A. A plot of [B_n] at nuclear cycles 10–14 in a simulation in which K_A = 10⁷ M⁻¹. This figure is the same as Fig. 2B, except the difference in K_A values used in simulations (K_A = 5×10⁵ M⁻¹ for Fig. 2B). Note the instability of [B_n] profiles between different nuclear cycles (g = −0.3557) and a reduction in length constant (λ/L = 0.12 at nuclear cycle 14) in this simulation. B. A simulated embryo showing [B_tot] at nuclear cycle 14. This figure is the same as Fig. 1A except that different K_A values are used in simulations (K_A = 10⁴ M⁻¹ for this figure and K_A = 5×10⁵ M⁻¹ for Fig. 1A). Note a lack of cortical layer enrichment of Bcd molecules in this simulation, with a ratio of total Bcd molecules in the cortical layer to those in the inner part of the embryo, Ratio = 0.6328.

Figure 6. Simulating the effects of the dynamics of bcd mRNA distributions.

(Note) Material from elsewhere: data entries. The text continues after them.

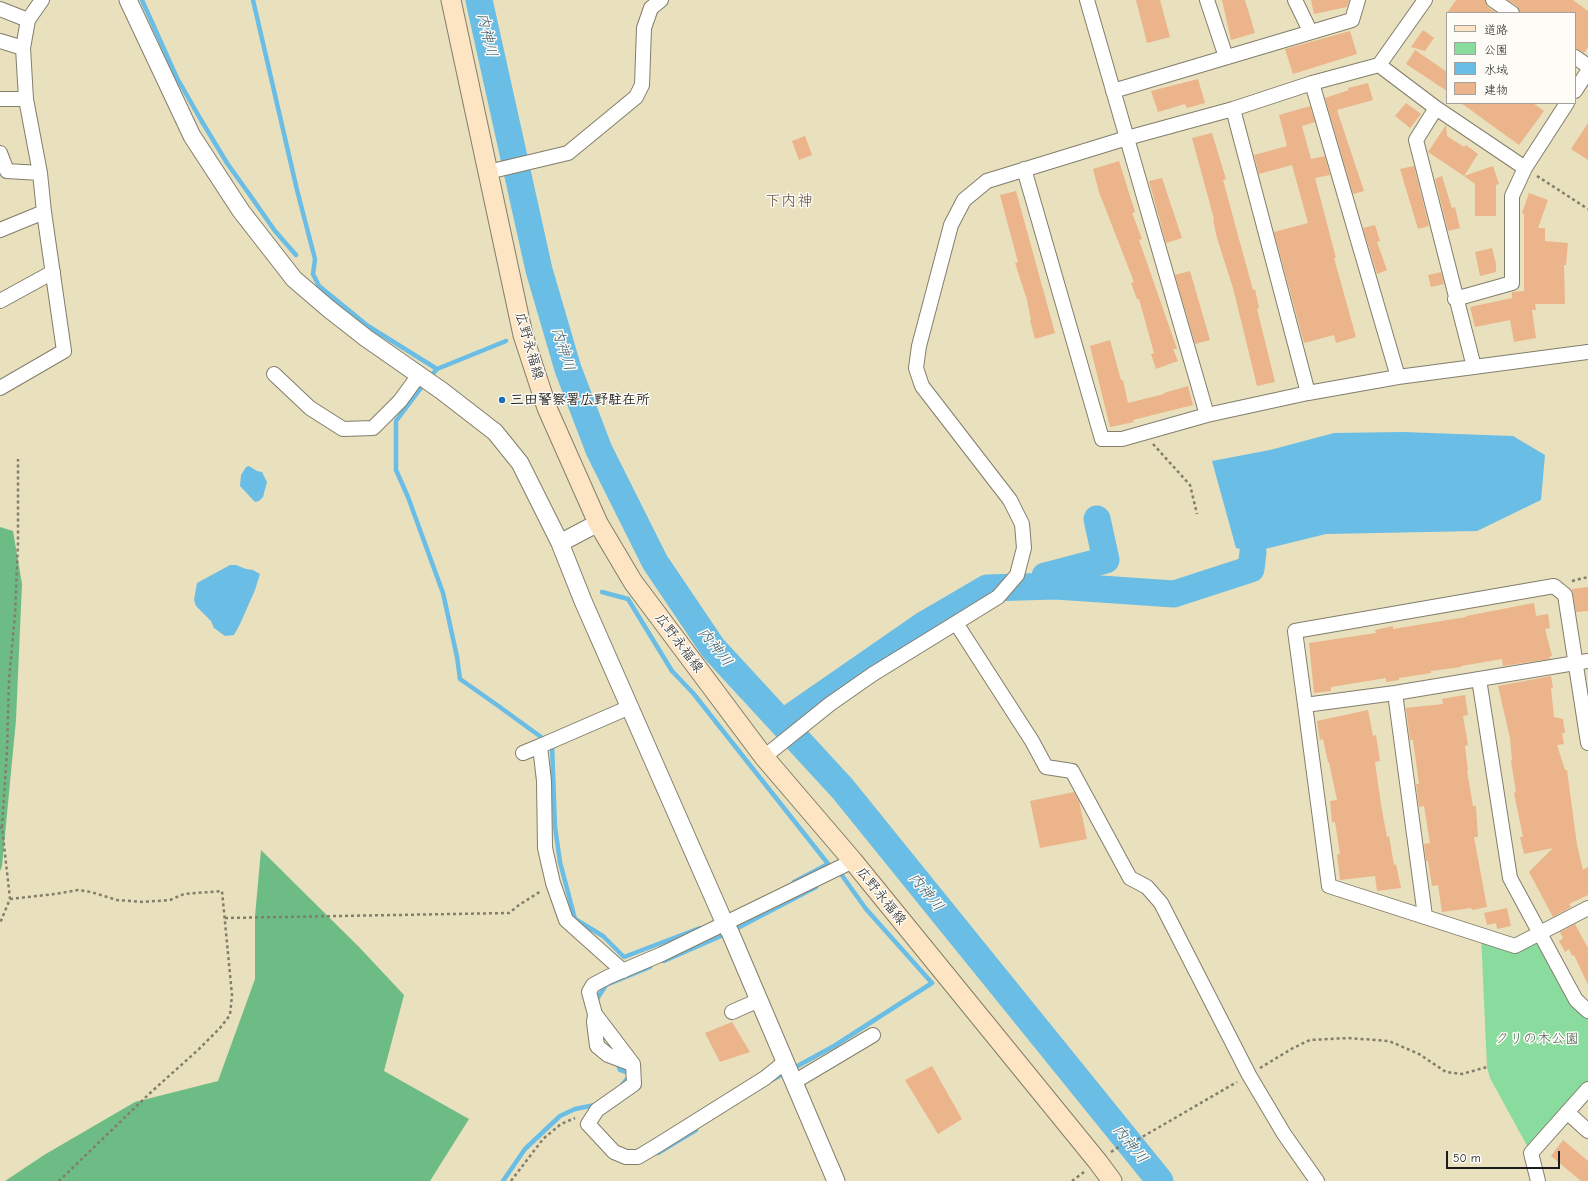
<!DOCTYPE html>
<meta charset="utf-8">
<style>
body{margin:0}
#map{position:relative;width:1588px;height:1181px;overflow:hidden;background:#e9e0bd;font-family:"Comic Neue","Klee One",sans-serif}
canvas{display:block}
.legend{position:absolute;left:1446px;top:12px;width:130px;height:92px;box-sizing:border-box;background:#fdfcf7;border:1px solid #a3a29f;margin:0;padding:5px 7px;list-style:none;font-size:12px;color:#1c1c1c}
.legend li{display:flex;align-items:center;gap:8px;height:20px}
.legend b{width:20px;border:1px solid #a3a29f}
.scale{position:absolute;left:1446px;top:1151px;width:114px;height:18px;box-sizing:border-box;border:2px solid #1c1c1c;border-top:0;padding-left:5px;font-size:12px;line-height:14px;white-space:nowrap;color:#1c1c1c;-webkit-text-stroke:3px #fdfcf7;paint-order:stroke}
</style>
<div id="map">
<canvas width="1588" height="1181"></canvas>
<ul class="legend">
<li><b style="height:5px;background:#fde5c4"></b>道路</li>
<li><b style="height:11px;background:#89dc9e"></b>公園</li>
<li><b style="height:11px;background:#6abde5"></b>水域</li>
<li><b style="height:11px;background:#ebb48b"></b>建物</li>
</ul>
<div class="scale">50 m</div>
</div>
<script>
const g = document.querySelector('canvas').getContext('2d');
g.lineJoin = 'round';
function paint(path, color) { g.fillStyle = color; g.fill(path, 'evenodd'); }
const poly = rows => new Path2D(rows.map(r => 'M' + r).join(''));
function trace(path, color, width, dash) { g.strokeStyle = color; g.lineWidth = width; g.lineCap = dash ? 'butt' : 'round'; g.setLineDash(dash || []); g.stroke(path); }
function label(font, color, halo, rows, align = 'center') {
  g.font = font + ' "Comic Neue","Klee One",sans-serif'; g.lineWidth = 3; g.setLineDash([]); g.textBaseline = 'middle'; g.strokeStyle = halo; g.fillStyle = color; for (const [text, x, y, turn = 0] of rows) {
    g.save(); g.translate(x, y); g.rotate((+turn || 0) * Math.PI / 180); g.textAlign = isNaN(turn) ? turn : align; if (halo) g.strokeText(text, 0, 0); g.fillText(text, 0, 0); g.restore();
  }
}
paint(poly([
 [1540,933,1588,1011,1588,1089,1531,1153,1490,1078,1487,1067,1481,935,1515,946]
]), '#89dc9e');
paint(poly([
 [0,527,13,531,22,584,16,720,2,866,0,871],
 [261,850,359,947,404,995,384,1071,469,1119,430,1181,5,1181,44,1155,135,1102,218,1081,255,979,255,916]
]), '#6ebc85');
paint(poly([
 [1403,432,1513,436,1545,455,1541,500,1477,531,1326,534,1253,552,1236,548,1212,461,1270,450,1334,433],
 [249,466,257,471,262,472,267,482,263,497,259,501,255,502,240,486,241,475,246,467],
 [230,565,236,565,246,569,253,570,260,574,255,590,240,624,234,635,225,636,214,628,211,621,196,606,194,600,197,583]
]), '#6abde5');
trace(poly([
 [142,0,177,78,201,120,227,163,252,198,275,231,296,255],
 [253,0,297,190,315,259,313,274,319,286,368,326,437,369],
 [429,378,437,369,506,341],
 [424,384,396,421,396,470,408,497,443,593,457,657,460,679,497,705,552,745,555,827,560,862,575,919,603,936,624,957,700,928],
 [602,592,628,599,672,671,693,693,829,865],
 [794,882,828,864],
 [664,961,730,932,816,887],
 [597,1003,597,999,606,985,650,967],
 [617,1062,620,1070,631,1074,622,1085],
 [772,1080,834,1046,932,983,866,909,841,874,837,871],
 [658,1153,696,1130],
 [503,1181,525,1149,560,1116,575,1109,595,1105]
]), '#6abde5', 4.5);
trace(poly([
 [479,0,539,270,568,369,599,450,655,562,713,648,842,788,1160,1181],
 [1043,583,1045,576,1106,560,1097,519],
 [782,723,922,626,987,588,1056,586,1174,594,1251,569,1253,552]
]), '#6abde5', 27);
paint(poly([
 [1136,0,1160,0,1170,37,1147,43],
 [1222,0,1245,0,1255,33,1231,40],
 [1311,0,1349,0,1347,7,1314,14],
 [1456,0,1485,0,1488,7,1497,13,1447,13],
 [1508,0,1573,0,1588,11,1588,47,1584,53,1575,48,1575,13,1520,13,1517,6],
 [1423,30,1434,38,1425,51,1411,47],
 [1350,31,1357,54,1293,74,1285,49],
 [1415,50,1447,72,1447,91,1406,64],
 [1198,79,1205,103,1187,108,1185,104,1158,112,1151,91],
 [1368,83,1373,100,1337,110,1364,191,1353,194,1325,98,1349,90,1348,88],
 [1406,103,1421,114,1410,128,1395,116],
 [1461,103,1533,103,1544,111,1519,145],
 [1310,106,1315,122,1302,126,1311,159,1325,156,1330,175,1315,178,1336,258,1334,258,1356,337,1336,343,1334,335,1304,343,1274,232,1308,223,1292,165,1259,174,1254,155,1287,146,1279,115],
 [1588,123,1588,160,1571,149],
 [1446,125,1447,136,1464,147,1466,145,1478,154,1464,176,1428,152],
 [1212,133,1226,179,1223,180,1239,239,1253,290,1255,289,1259,308,1257,309,1275,382,1257,386,1233,288,1217,238,1213,219,1214,219,1192,138],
 [805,136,812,155,799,160,792,141],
 [1119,161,1135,212,1132,213,1142,239,1139,240,1177,349,1173,349,1178,361,1156,369,1151,354,1154,353,1139,299,1137,299,1131,283,1134,282,1099,192,1093,169],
 [1414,166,1429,226,1418,229,1400,169],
 [1493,166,1499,184,1496,185,1496,216,1475,216,1475,184,1464,176],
 [1442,176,1452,208,1455,207,1460,228,1448,231,1435,179],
 [1162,178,1182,238,1166,243,1149,181],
 [1016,191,1055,333,1035,339,1030,320,1031,320,1027,300,1015,263,1018,262,1000,195],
 [1529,193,1548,200,1538,228,1545,228,1545,241,1568,243,1566,265,1564,265,1565,304,1535,304,1536,310,1532,310,1536,338,1514,342,1510,320,1475,327,1470,307,1512,298,1512,292,1524,291,1524,214,1522,213],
 [1375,225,1380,241,1377,242,1387,270,1377,274,1363,228],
 [1492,248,1496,264,1496,272,1480,276,1475,252],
 [1190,271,1210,340,1195,344,1175,275],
 [1441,272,1444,284,1431,287,1428,275],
 [1110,340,1121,380,1123,380,1128,403,1164,394,1164,393,1188,386,1193,405,1133,420,1134,422,1110,427,1090,346],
 [1588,587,1588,611,1576,612,1572,589],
 [1534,603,1536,616,1548,614,1550,628,1545,629,1552,656,1549,657,1550,659,1503,666,1502,659,1461,666,1461,667,1431,671,1431,673,1399,678,1399,680,1386,682,1386,678,1331,687,1331,691,1314,693,1309,643,1376,633,1375,630,1393,626,1393,629,1466,617,1466,616],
 [1551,676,1553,688,1551,688,1554,717,1563,719,1565,733,1562,733,1564,744,1557,745,1565,770,1567,770,1577,845,1583,870,1588,867,1588,895,1569,904,1571,907,1553,917,1529,872,1553,848,1524,854,1520,837,1523,837,1514,793,1516,792,1511,761,1512,760,1510,738,1498,686],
 [1465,695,1468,715,1463,716,1468,745,1465,746,1468,771,1467,771,1473,806,1476,806,1478,837,1474,837,1487,907,1472,910,1471,908,1442,912,1438,885,1432,886,1428,861,1426,861,1424,844,1430,843,1429,837,1424,806,1419,807,1416,784,1419,784,1413,740,1410,740,1406,708,1443,704,1442,699],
 [1368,710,1373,736,1376,735,1380,761,1375,762,1381,805,1387,837,1389,836,1394,865,1396,864,1401,888,1377,891,1375,876,1340,880,1337,854,1340,854,1335,822,1332,822,1330,801,1337,800,1329,762,1328,762,1323,739,1320,740,1317,721],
 [1074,792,1079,801,1087,839,1040,848,1030,801],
 [1507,908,1511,926,1497,929,1496,923,1487,925,1484,913],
 [1575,924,1588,948,1588,985,1574,955,1572,956,1569,949,1565,952,1559,941,1563,938,1560,932],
 [732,1022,750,1052,720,1062,705,1033],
 [932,1066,962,1119,938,1134,905,1080],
 [1563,1140,1588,1161,1588,1181,1581,1181,1551,1156]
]), '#ebb48b');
const minor = poly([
 [1087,0,1207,415],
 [1207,0,1226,57],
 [1295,0,1310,31],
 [1493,0,1512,13],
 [0,9,28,20],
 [0,41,23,48],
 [1575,57,1588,66],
 [1379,65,1436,108,1525,168],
 [1312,83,1398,377],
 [1113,91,1352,20,1358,0],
 [1575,91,1588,71],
 [0,99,26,99,40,173,7,171,0,153],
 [26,99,23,48,28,20,42,0],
 [1436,108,1416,140,1474,367],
 [1233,109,1308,393],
 [1024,169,1102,439,1122,439,1207,415,1308,393,1398,377,1588,352],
 [488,172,568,153,636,97,642,85,644,28,651,8,661,0],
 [0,230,44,212,40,173],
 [1455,299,1512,283,1512,196,1525,168,1567,103],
 [0,301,53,272],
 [274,374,310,408,343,429,373,428,400,401,419,375],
 [0,388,64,351,44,212],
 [956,623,1032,741,1046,767,1072,771,1130,878,1147,887,1161,903,1249,1075,1284,1134,1317,1181],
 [1588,661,1395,693,1305,705,1329,886,1515,946,1588,908],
 [1479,679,1510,878,1576,1000,1588,1011],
 [1395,693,1425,916],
 [1305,705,1295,631,1554,586,1565,595,1588,743],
 [523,753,540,746],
 [764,757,830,704,873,674,998,597,1017,575,1024,548,1022,524,1010,500,922,386,916,368,919,346,951,225,964,200,987,181,1127,138,1233,109,1312,83,1379,65,1425,0],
 [623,971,566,920,553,883,545,848,544,781,540,746,630,707],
 [732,1012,759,1000],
 [595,1014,594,1022,597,1046,608,1055,632,1064],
 [785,1062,765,1078,658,1145,638,1157,626,1157,614,1152,588,1124,597,1110,634,1084,633,1064,595,1014,589,992,593,985,608,977,662,954,853,861],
 [794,1082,873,1035],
 [1567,1112,1588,1131],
 [1538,1181,1531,1153,1588,1089]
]);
const tertiary = poly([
 [128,0,192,136,241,211,294,279,329,309,366,338,442,391,495,432,520,463,560,543,583,601,725,924,730,932,836,1181],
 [560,543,598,523]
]);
const secondary = poly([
 [451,0,523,335,547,408,598,523,633,582,764,757,853,861,1098,1162,1112,1181]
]);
trace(minor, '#827e6c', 16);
trace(tertiary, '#827e6c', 19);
trace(secondary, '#827e6c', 21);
trace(poly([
 [1537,176,1588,209],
 [1153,444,1190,485,1197,514],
 [1572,581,1588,577],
 [2,827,7,751,9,680,15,614,18,544,18,459],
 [0,828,2,827,10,899,0,923],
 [10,899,55,894,78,890,91,892,117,900,143,902,170,900,184,894,222,891,232,995,230,1015,220,1028,199,1049,149,1094,59,1181],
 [225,918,509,913,519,905,541,891],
 [1260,1068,1293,1048,1310,1040,1348,1038,1389,1041,1419,1054,1446,1072,1462,1074,1487,1067],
 [1111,1152,1122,1145,1130,1144,1237,1082],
 [511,1181,543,1139,561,1124,575,1118],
 [1072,1181,1084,1172]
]), '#827e6c', 2.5, [3, 3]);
trace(minor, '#fff', 14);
trace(tertiary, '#fff', 17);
trace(secondary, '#fde5c4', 19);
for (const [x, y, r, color] of [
 [502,400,4,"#1f6fb2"]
]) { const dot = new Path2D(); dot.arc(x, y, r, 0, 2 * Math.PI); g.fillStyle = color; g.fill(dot); trace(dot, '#fdfcf7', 1.5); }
label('14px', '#1c1c1c', '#fdfcf7', [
 ["広野永福線",529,346,74],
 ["広野永福線",679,643,53],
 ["広野永福線",881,896,51]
]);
label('bold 14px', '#1c1c1c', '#fdfcf7', [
 ["三田警察署広野駐在所",510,400]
], 'left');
label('14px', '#425f4a', '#fdfcf7', [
 ["クリの木公園",1537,1039]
]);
label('italic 15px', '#3b5c6c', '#fdfcf7', [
 ["内神川",487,35,77],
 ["内神川",563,349,73],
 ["内神川",715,647,52],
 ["内神川",926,892,51],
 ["内神川",1130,1144,51]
]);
label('16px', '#645143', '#fdfcf7', [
 ["下内神",789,201]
]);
</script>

A. A simulated embryo at nuclear cycle 14 showing the [B_tot] (arbitrary units). Although the profiles of the redistributed bcd mRNA within the cortical layer have been reported , their precise functions have not been well characterized. Here we approximate the redistributed bcd mRNA profile during nuclear cycles 10–14 using two phases of decreases along the projected A–P axis (from the anterior, the relative bcd mRNA concentration within the cortical layer decreases linearly to 0.15 at x/L = 0.3 and further drops linearly to 0 at x/L = 1). Parameter values for simulations described in this figure are: D = 2 µm²s⁻¹, ω = 0.0005 s⁻¹, K_A = 2×10⁵ M⁻¹, and [DNA_sites]₁₀ = 3×10⁻⁷ M. B. Same simulation as in A, showing the stability of [B_n] (arbitrary units) within the cortical layer during nuclear cycles 10–14. C. Same as in B, except with a progressive reduction (at selected intervals shown for clarity) of diffusion constant D (2, 1, 0.2, and 0.1 µm²s⁻¹) to determine the role of Bcd protein diffusion in gradient formation. [B_bound] within the cortical layer is normalized to 1 at x/L = 0 to facilitate the comparison between results obtained under different simulation conditions. D. Same as in C, except the normalized [B_bound] is on ln scale. Linearity of ln[B_bound] indicates an exponential Bcd protein gradient. See Fig. S4A for a plot of Adjusted R ² values as a function of D.